Rabu, 31 Oktober 2007

Ocehan si-Bejo: “Batukku Mahal Sekali”

Benar kata orang bijak: “Kesehatan itu mahal harganya”. Saya juga mengamini pendapat ini. Bahkan Saya masih ingat dengan cletukan seorang teman yang mengatakan, “ke dokter tuh bukan takut ama jarum suntik atau alat operasinya, yang bikin takut tuh, setelah diperiksa kita harus bayar berapa.”

Sudah seminggu ini Saya diserang batuk yang lumayan hebat. Bahkan kalau membaca riwayat kesehatan Saya, batuk kali ini bisa dikatankan luar biasa. Karena, obat umum yang dijual bebas, sudah Saya coba satu persatu. Mulai dari merk A sampai Z (…ya ampun banyak banget…), jamu, sampai makan kencur mentah. Bayangkan, kencur yang sudah diolah jadi jamu saja males minumnya, apalagi kencur yang masih mentah. Tapi demi sebuah kata: Kesehatan, mau nggak mau harus Saya makan, biar rasanya pahit minta ampun.

Tapi ternyata, batuk kali ini memang “beda”. Biar sudah dihajar dengan obat-obatan dan jamu-jamuan, nampaknya virus yang menempel ditenggorokan sudah mulai “kerasan” tinggal disana. Iya kalau yang nempel cewek cantik, pasti nyenengin. Tapi kali ini yang nempel virus. Virus yang tiap lima menit sekali selalu memaksa Saya mengeluarkan suara “uhuk…uhuk…uhuk”. Virus yang setiap pagi selalu memaksa Saya mengeluarkan makanan enak yang Saya makan kemarin malam.

Ortu juga bilang, “Batuk tuh nggak bisa disepelein.
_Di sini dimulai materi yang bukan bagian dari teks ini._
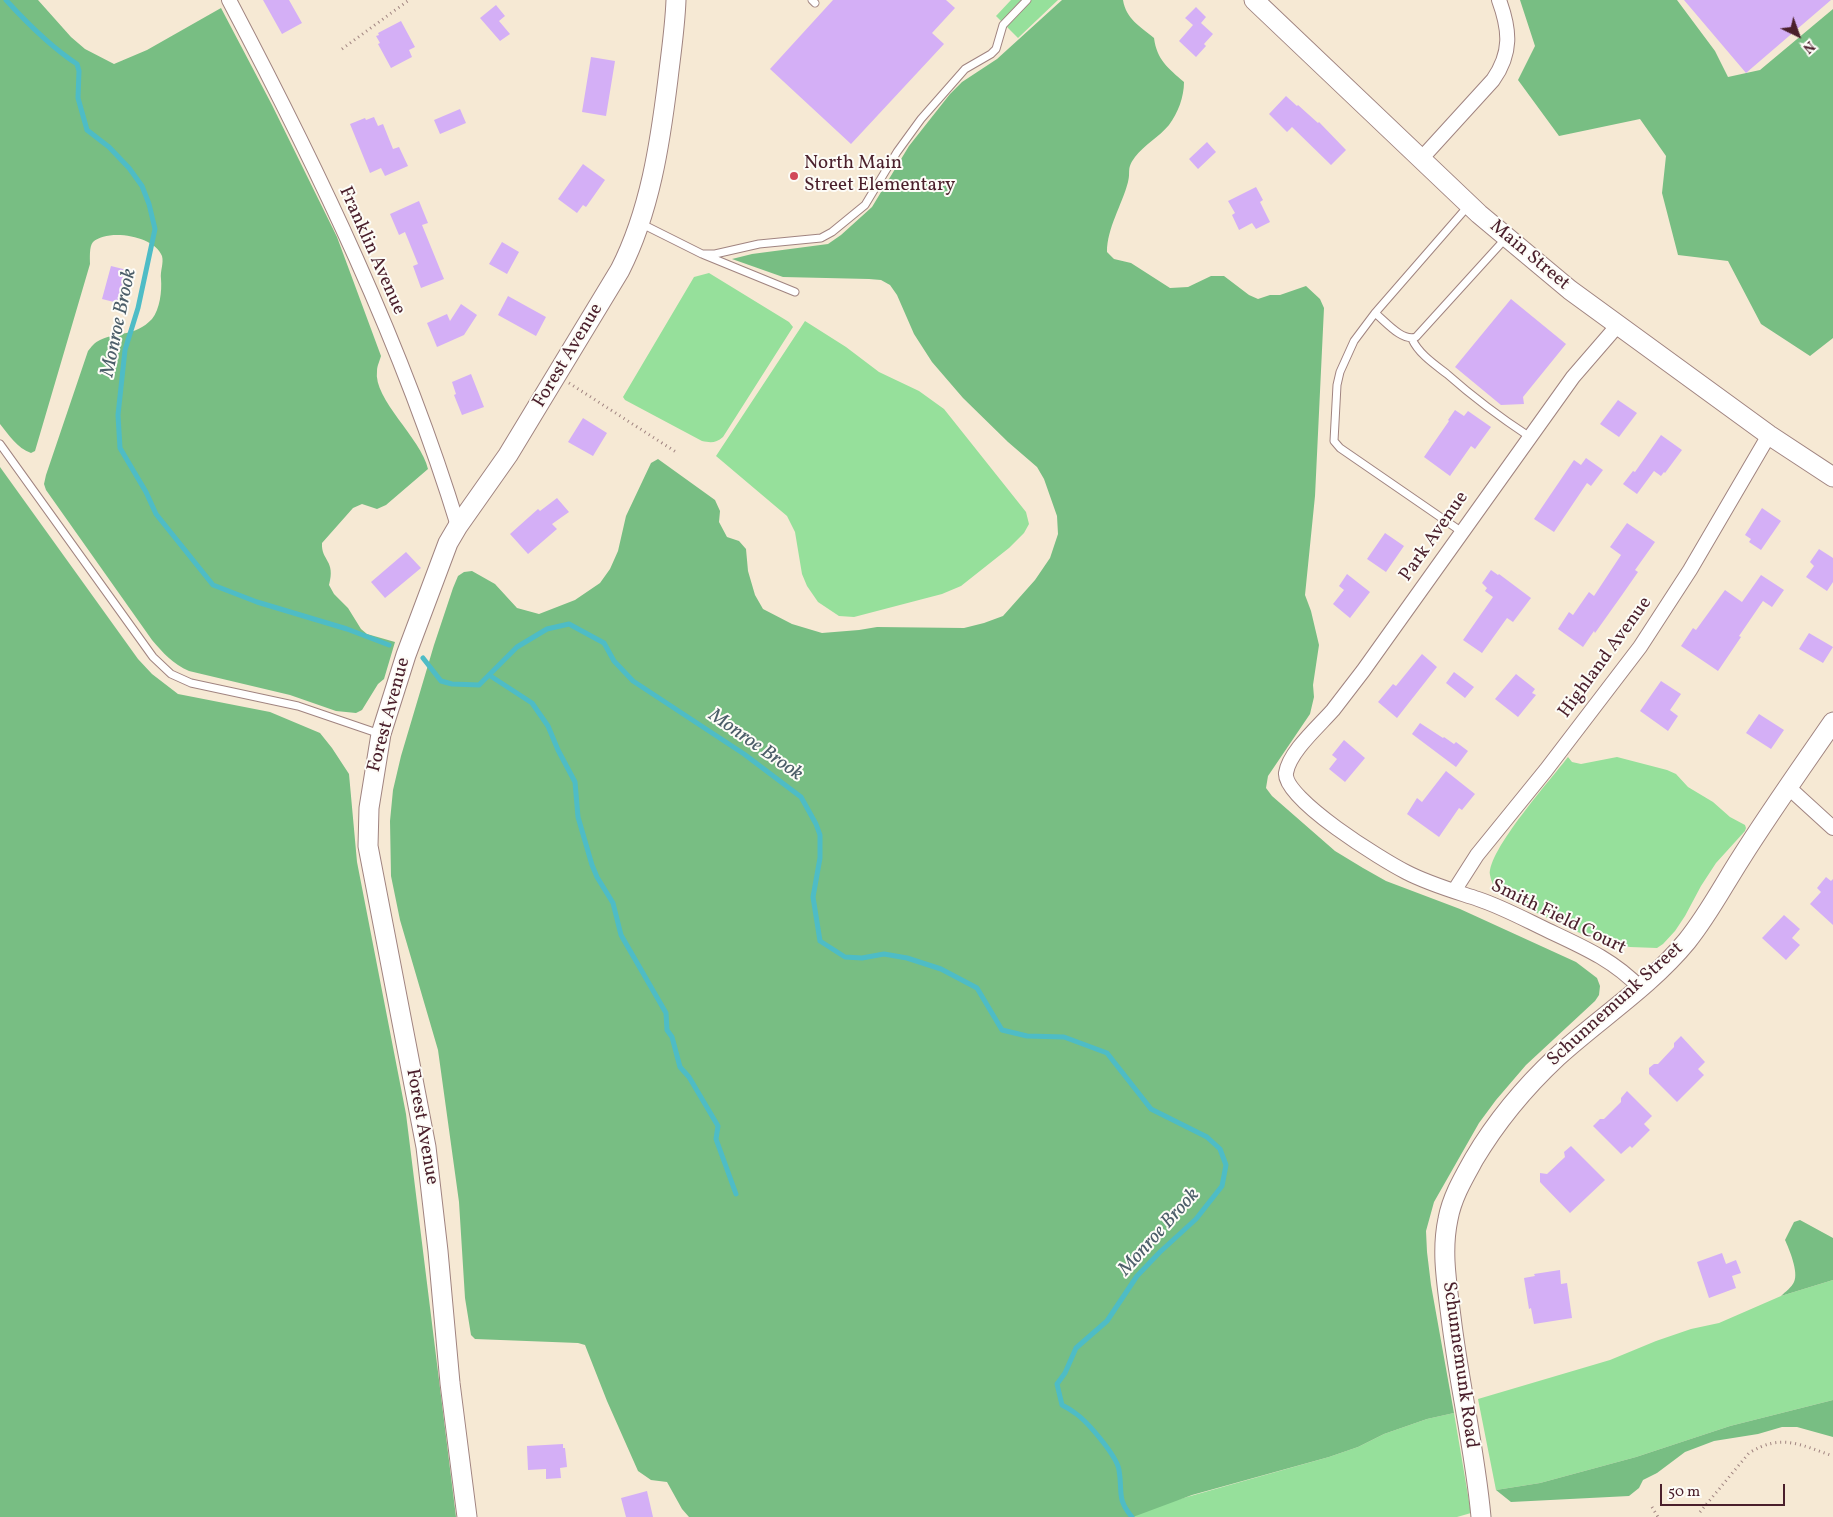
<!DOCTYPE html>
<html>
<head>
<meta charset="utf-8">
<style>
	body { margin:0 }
	#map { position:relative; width:1833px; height:1517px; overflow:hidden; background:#f6e9d4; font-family:Vollkorn,serif }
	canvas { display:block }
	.north { position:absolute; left:1773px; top:10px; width:50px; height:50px; -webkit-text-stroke:4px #fdfcf7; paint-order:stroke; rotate:138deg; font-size:14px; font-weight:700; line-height:20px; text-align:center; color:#4a1f2b }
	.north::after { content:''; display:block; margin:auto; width:18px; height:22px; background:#4a1f2b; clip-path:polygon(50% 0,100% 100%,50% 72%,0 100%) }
	.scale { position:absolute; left:1660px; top:1484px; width:125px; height:22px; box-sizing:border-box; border:2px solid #4a1f2b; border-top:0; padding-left:6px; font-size:15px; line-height:18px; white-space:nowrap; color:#4a1f2b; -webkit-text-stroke:4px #fdfcf7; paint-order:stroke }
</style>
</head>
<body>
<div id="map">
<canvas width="1833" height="1517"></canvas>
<div class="north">N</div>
<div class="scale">50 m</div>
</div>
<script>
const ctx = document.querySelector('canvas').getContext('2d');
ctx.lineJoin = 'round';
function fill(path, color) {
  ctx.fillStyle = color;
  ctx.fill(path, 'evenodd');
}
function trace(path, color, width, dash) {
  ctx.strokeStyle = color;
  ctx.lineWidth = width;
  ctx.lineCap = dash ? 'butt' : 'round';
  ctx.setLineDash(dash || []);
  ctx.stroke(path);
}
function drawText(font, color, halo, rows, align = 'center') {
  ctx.font = font + ' Vollkorn,serif';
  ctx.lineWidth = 4;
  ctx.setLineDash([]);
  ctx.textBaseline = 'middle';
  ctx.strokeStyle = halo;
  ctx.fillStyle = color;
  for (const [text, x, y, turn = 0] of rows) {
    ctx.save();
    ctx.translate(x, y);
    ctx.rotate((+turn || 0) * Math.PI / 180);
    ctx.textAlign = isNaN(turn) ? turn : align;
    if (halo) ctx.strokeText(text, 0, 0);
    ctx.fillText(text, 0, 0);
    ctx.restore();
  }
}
const green = new Path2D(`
	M 1011,0 L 1058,0 L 1018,38 L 996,16 Z
	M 709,273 L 789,322 L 793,327 L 723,437 C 716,443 711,443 702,441 L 625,400 L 623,397 L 694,277 Z
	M 805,321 L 846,347 L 879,372 L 919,391 L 944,409 L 1026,512 L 1029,524 L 1024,533 L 1009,548 L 961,586 L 942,594 L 854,617 L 839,616 L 818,602 L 807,586 L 802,574 L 795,532 L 787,516 L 716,456 Z
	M 1568,757 L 1572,762 L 1581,764 L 1617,757 L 1667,770 L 1676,774 L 1688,787 L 1713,802 L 1730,817 L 1745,825 L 1746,828 L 1745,831 L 1716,863 L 1701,886 L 1685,916 L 1675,931 L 1663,944 L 1657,948 L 1630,947 L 1595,940 L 1507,899 C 1498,893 1492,886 1490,875 C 1487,851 1552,778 1568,757 Z
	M 1833,1280 L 1833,1400 L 1730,1426 L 1636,1457 L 1540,1483 L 1496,1490 L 1478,1399 L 1610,1360 L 1656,1341 L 1691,1329 L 1719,1323 L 1781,1296 Z
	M 1454,1413 L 1471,1513 L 1457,1517 L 1116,1517 L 1329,1457 L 1358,1447 L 1384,1434 L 1427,1419 Z`);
const forest = new Path2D(`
	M 0,0 L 38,0 L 71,37 L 85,49 L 114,64 L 147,50 L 221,8 L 272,105 L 337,237 L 381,356 C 380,360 377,366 377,371 C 373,399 421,438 428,469 L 386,505 L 377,509 L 362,504 L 353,508 L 322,543 C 321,561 336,560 329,585 L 334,594 L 348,608 L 361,629 L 367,634 L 395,642 L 384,679 L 378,684 L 362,710 L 356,713 L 336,711 L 290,695 L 189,671 C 173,664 163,653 152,640 L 46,490 L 44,484 L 46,475 L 88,351 C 91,347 95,342 100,340 C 119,331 135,337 152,319 C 160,309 162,291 161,279 C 160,271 164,263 162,256 C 155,236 108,228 93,242 C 89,246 90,259 90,264 L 35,451 L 31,453 C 17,448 9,435 0,424 Z
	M 1062,0 L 1123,0 C 1126,19 1140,26 1154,38 C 1157,60 1168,68 1184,82 C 1184,97 1178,113 1169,125 C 1159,137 1144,145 1135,157 C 1126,169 1131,171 1128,182 C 1122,205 1107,228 1107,252 L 1114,259 L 1131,263 L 1170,288 L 1188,287 L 1211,276 L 1224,276 L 1249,295 L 1258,299 L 1270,295 L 1280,295 L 1306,286 L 1320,299 L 1324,308 L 1315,496 L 1305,595 L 1311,611 L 1319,645 L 1313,685 L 1314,697 L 1310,714 L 1268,776 L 1266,788 L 1272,796 L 1335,851 L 1363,868 L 1386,881 L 1460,909 L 1576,962 L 1597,978 L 1600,986 L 1599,995 L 1595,1001 L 1526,1065 L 1496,1100 L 1479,1123 L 1434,1202 L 1426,1231 L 1427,1252 L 1431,1285 L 1454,1413 L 1427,1419 L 1384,1434 L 1358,1447 L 1329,1457 L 1192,1495 L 1133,1517 L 689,1517 L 682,1509 L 667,1482 L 651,1480 L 638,1471 L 607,1401 L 585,1345 L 578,1343 L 475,1339 L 471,1335 L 465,1298 L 459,1202 L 438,1050 L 400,920 L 391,876 L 390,821 L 393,790 L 401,756 L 434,645 L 453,588 L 458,576 L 464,572 L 472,571 L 495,584 L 517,608 L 539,614 L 575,600 L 600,583 L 610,569 L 618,551 L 626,516 L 651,463 L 658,459 L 715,500 L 720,511 L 719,522 L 727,537 L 739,541 L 746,549 L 748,571 L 755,595 L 763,609 L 792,624 L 822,633 L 859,630 L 877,627 L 964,628 L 984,623 L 1003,616 L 1035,580 L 1050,558 L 1058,534 L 1057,516 L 1044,479 L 1037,467 L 1008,442 L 963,398 L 932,362 L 914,334 L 897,295 L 890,285 L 881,280 L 869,279 L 783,277 L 732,259 L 752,254 L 828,244 L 841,235 L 872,207 L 909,146 L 950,94 L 962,82 L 997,59 Z
	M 1520,0 L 1677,0 L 1715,51 L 1728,77 L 1760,70 L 1833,9 L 1833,338 L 1810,356 L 1761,324 L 1728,261 L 1678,255 L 1662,193 L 1666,156 L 1640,119 L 1559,136 L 1518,80 L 1535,46 Z
	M 0,467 L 138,659 L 152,674 L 178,694 L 270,712 L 320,733 L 332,748 L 349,774 L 357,862 L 406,1114 L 456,1517 L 0,1517 Z
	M 1800,1220 L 1833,1238 L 1833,1280 L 1781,1296 C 1785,1292 1792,1287 1794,1282 C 1799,1272 1789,1249 1785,1240 L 1794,1222 Z
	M 1833,1400 L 1833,1437 L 1797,1427 L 1782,1427 L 1758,1434 L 1714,1441 L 1685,1452 L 1657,1473 L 1643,1480 L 1639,1488 L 1629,1496 L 1511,1502 L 1496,1490 L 1540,1483 L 1636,1457 L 1730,1426 Z`);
const stream = new Path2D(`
	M 6,0 C 27,23 51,47 77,64 L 79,71 L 78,98 L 87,130 L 109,147 L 129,168 L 142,186 L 149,204 L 155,229 L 138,308 L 125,350 L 118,415 L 120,448 L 146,492 L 156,514 L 213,585 L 257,602 L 347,629 L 389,645
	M 423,658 L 441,681 L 452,684 L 479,685 L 517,647 L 547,629 L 569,624 L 604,643 L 614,661 L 633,681 L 744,754 L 801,797 L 816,824 L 820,835 L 820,858 L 813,897 L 820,941 L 845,957 L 862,958 L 884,954 L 907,958 L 941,969 L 977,988 L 1002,1030 L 1027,1036 L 1064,1037 L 1107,1053 L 1151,1109 L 1207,1137 L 1220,1149 L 1226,1165 L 1222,1186 L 1196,1219 L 1160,1252 L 1137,1276 L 1107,1321 L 1076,1348 L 1065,1373 L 1057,1384 L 1062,1405 C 1066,1407 1071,1410 1075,1413 C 1087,1421 1117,1456 1119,1470 C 1123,1492 1116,1498 1132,1517
	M 489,675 L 532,703 L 548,726 L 558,750 L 575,782 L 578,817 L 592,865 L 597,877 L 613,903 L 621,935 L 666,1013 L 667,1030 L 672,1037 L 680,1067 L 689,1077 L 718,1126 L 716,1139 L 736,1194`);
const building = new Path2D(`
	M 263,0 L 289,0 L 302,23 L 282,34 Z
	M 833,0 L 946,0 L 955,8 L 932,33 L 944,44 L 851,144 L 770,69 Z
	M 1684,0 L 1831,0 L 1746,73 Z
	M 496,5 L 505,16 L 499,21 L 510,34 L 500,41 L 480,18 Z
	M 1196,7 L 1206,17 L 1201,23 L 1213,34 L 1204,44 L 1206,46 L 1196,57 L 1179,41 L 1193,25 L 1185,18 Z
	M 401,21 L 415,47 L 409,50 L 412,57 L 391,68 L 378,44 L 380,43 L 376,36 L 379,35 L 378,33 Z
	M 591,57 L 615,61 L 606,116 L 582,112 Z
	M 1286,96 L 1297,106 L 1298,105 L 1318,123 L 1319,122 L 1346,150 L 1331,165 L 1292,127 L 1287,132 L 1269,114 Z
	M 460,109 L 466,123 L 440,134 L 434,120 Z
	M 374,117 L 378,126 L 383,124 L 393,149 L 399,147 L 408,166 L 385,176 L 381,168 L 370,173 L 350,124 L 365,118 L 366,120 Z
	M 1207,142 L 1216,152 L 1198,169 L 1189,159 Z
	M 583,164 L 605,180 L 586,207 L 583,205 L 577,213 L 558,199 Z
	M 1256,187 L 1263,200 L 1260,202 L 1270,222 L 1256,229 L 1252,223 L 1239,230 L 1232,215 L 1235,213 L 1228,201 Z
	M 419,201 L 428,223 L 422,225 L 444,279 L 421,288 L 413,266 L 418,264 L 405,232 L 399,235 L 390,214 Z
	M 502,242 L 519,252 L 507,274 L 489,264 Z
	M 111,266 L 127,270 L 118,303 L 102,299 Z
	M 508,296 L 546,317 L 536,336 L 498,315 Z
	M 1511,299 L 1566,344 L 1523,397 L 1524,404 L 1501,405 L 1455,367 Z
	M 461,304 L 477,315 L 464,335 L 437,347 L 427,323 L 447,314 L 450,321 Z
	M 471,374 L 484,407 L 462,415 L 454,395 L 456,394 L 452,382 Z
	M 1618,400 L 1637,413 L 1619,437 L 1600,424 Z
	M 1455,410 L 1464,416 L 1468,411 L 1491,427 L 1475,449 L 1471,446 L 1450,476 L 1424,457 L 1449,421 L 1448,420 Z
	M 583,418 L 607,433 L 593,456 L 568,442 Z
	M 1661,435 L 1682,450 L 1665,473 L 1664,472 L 1661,476 L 1654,471 L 1637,494 L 1623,484 L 1633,471 L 1635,472 Z
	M 1586,458 L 1603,470 L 1591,486 L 1587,483 L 1554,532 L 1534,519 L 1574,460 L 1581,465 Z
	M 557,498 L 569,512 L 552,524 L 557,529 L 528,554 L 510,534 L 538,509 L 540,511 Z
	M 1762,508 L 1781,521 L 1761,550 L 1749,542 L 1751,539 L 1745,535 Z
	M 1627,523 L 1655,542 L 1635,570 L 1638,572 L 1622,595 L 1595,633 L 1594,631 L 1583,647 L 1558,629 L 1569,612 L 1573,615 L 1589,592 L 1594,596 L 1621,555 L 1610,547 Z
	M 1385,533 L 1404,546 L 1386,572 L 1367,559 Z
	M 1819,549 L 1833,558 L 1833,582 L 1827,591 L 1806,577 L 1814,566 L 1810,562 Z
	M 406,552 L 421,568 L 385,598 L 371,582 Z
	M 1491,570 L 1498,575 L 1499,574 L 1531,598 L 1513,622 L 1507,618 L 1482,653 L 1463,640 L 1493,597 L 1485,591 L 1487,588 L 1482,583 Z
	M 1347,574 L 1370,592 L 1350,618 L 1333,604 L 1344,590 L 1339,586 Z
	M 1761,575 L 1784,590 L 1772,607 L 1763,601 L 1739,636 L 1741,637 L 1718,671 L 1681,646 L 1693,628 L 1696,630 L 1725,590 L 1742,602 Z
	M 1809,633 L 1833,647 L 1823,663 L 1799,649 Z
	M 1422,654 L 1437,667 L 1397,718 L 1378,702 L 1393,684 L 1396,686 Z
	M 1454,672 L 1474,687 L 1465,698 L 1446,683 Z
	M 1516,674 L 1535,689 L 1532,693 L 1536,695 L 1518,717 L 1495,699 Z
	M 1661,681 L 1681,694 L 1670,710 L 1678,716 L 1668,731 L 1640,711 Z
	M 1759,714 L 1784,730 L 1771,749 L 1746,733 Z
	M 1420,723 L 1443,738 L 1444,737 L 1454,744 L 1456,742 L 1468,751 L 1456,767 L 1412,734 Z
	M 1344,740 L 1365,758 L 1345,782 L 1329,769 L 1337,759 L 1332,755 Z
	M 1446,771 L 1475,794 L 1462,810 L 1459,808 L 1439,837 L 1407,814 L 1417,798 L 1422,802 Z
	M 1826,877 L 1831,881 L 1833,879 L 1833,925 L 1810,904 L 1821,892 L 1817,888 Z
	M 1784,915 L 1800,929 L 1792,938 L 1800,945 L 1786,960 L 1762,938 Z
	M 1681,1036 L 1705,1062 L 1698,1069 L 1704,1075 L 1677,1102 L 1649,1074 L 1649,1068 L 1654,1064 L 1658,1064 L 1674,1047 L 1674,1043 Z
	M 1627,1091 L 1652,1116 L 1644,1124 L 1650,1130 L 1632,1148 L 1630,1146 L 1621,1154 L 1593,1126 L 1600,1119 L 1604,1119 L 1621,1102 L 1621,1098 Z
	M 1571,1146 L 1605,1180 L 1570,1213 L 1540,1182 L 1540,1173 L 1547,1174 L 1565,1157 L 1564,1152 Z
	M 1722,1253 L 1726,1264 L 1736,1260 L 1741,1273 L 1732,1276 L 1736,1288 L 1709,1298 L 1697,1262 Z
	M 1560,1270 L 1561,1284 L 1567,1283 L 1572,1318 L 1534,1324 L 1531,1308 L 1529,1309 L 1524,1278 L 1535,1276 L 1534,1274 Z
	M 563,1444 L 563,1448 L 565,1448 L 567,1467 L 560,1468 L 561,1478 L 546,1479 L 546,1469 L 528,1470 L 527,1446 Z
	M 647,1491 L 653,1517 L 626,1517 L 621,1498 Z`);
const path = new Path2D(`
	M 342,49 L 409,0
	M 569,383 L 676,452
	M 1652,1507 L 1658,1517
	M 1700,1512 L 1749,1453 C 1781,1433 1801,1445 1833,1456`);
const lane = new Path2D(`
	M 812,0 L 815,3
	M 640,223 L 702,254 L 795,292
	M 702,254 L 715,254 L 759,244 L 821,238 L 832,232 L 865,205 L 897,152 L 921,119 L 965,69 L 991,54 L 996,49 L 1003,25 L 1027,0
	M 1375,313 C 1385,321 1402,342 1416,337 L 1506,238
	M 1412,339 C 1419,354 1434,364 1447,374 C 1473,397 1501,418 1530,437
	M 0,444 L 153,657 L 171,674 L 191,683 L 298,706 L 380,734
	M 1462,532 L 1340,448 L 1334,441 L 1337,385 L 1340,372 L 1354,341 L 1375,313 L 1469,205`);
const street = new Path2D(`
	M 229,0 C 318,169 402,343 458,526
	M 1421,159 L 1493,80 C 1512,53 1510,30 1499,0
	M 1618,325 L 1573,377 L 1363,671 C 1353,684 1343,697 1333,710 C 1319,726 1289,752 1286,773 C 1283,799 1384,861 1406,872 C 1429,884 1454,891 1478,899 C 1502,907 1524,919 1547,930 C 1581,946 1614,960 1640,988
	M 1788,787 L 1833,828
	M 1454,891 L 1477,855 L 1546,770 L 1640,647 L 1690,570 L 1769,435`);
const secondary = new Path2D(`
	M 1254,0 L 1479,214 L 1570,290 L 1769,435 L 1833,477
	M 467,1517 L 450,1383 L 438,1251 L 426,1147 L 368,846 L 369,808 L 381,734 L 406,655 L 448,543 L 458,526 L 508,455 L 620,270 C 650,211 660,144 668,79 C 671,53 675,27 676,0
	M 1481,1517 C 1475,1450 1459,1384 1451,1317 C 1447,1284 1441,1252 1448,1219 C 1452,1197 1464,1177 1474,1159 C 1496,1122 1526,1086 1557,1057 C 1600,1018 1650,986 1687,941 C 1708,915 1723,886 1741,858 C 1770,812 1802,767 1833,722`);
const markers = [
	[794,176,5,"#d1495b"]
];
const poiNames = [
	["North Main",804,165],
	["Street Elementary",804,187]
];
const streetNames = [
	["Franklin Avenue",371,251,66],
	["Main Street",1529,256,40],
	["Forest Avenue",569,356,-59],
	["Park Avenue",1435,537,-55],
	["Highland Avenue",1606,658,-54],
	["Forest Avenue",390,715,-75],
	["Smith Field Court",1558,918,26],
	["Schunnemunk Street",1616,1005,-42],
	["Forest Avenue",421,1127,80],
	["Schunnemunk Road",1459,1365,82]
];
const waterNames = [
	["Monroe Brook",120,323,-78],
	["Monroe Brook",755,746,35],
	["Monroe Brook",1160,1233,-48]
];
fill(green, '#96e09b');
fill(forest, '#78be83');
trace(stream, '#4ebcc6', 5);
fill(building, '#d4aff6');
trace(lane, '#a08480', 9);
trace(street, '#a08480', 16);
trace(secondary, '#a08480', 21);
trace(path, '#a08480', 3, [1, 4]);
trace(lane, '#fff', 7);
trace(street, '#fff', 14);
trace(secondary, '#fff', 19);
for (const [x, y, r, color] of markers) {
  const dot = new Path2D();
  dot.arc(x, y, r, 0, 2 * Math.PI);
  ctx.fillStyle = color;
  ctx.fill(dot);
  trace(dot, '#fdfcf7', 2);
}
drawText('19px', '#4a1f2b', '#fdfcf7', poiNames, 'left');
drawText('19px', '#4a1f2b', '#fdfcf7', streetNames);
drawText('italic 20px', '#4c5e69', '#fdfcf7', waterNames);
</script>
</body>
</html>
Kalau batuknya lama, bisa bikin badan kamu kurus.”

Melihat betapa bandelnya batuk Saya kali ini, akhirnya Saya memutuskan untuk berobat. Kepengennya sih berobat dipuskesmas aja biar murah. Tapi karena batuk “yang paling parah” menyerang pagi-pagi buta, mau nggak mau Saya harus berangkat ke rumah sakit terdekat yang terkenal mahal.

“Harus banyak minum air putih hangat, jangan lupa nanti saya kasi anti biotic, diminum sampai habis ya,” kata dokter cantik berwajah putih yang memeriksa Saya. Setelah diperiksa, dan diberi pengarahan ini itu, Saya dipersilahkan mengurus administrasi dikasir.

“Totalnya 170 ribu Rupiah,” kata petugas kasir.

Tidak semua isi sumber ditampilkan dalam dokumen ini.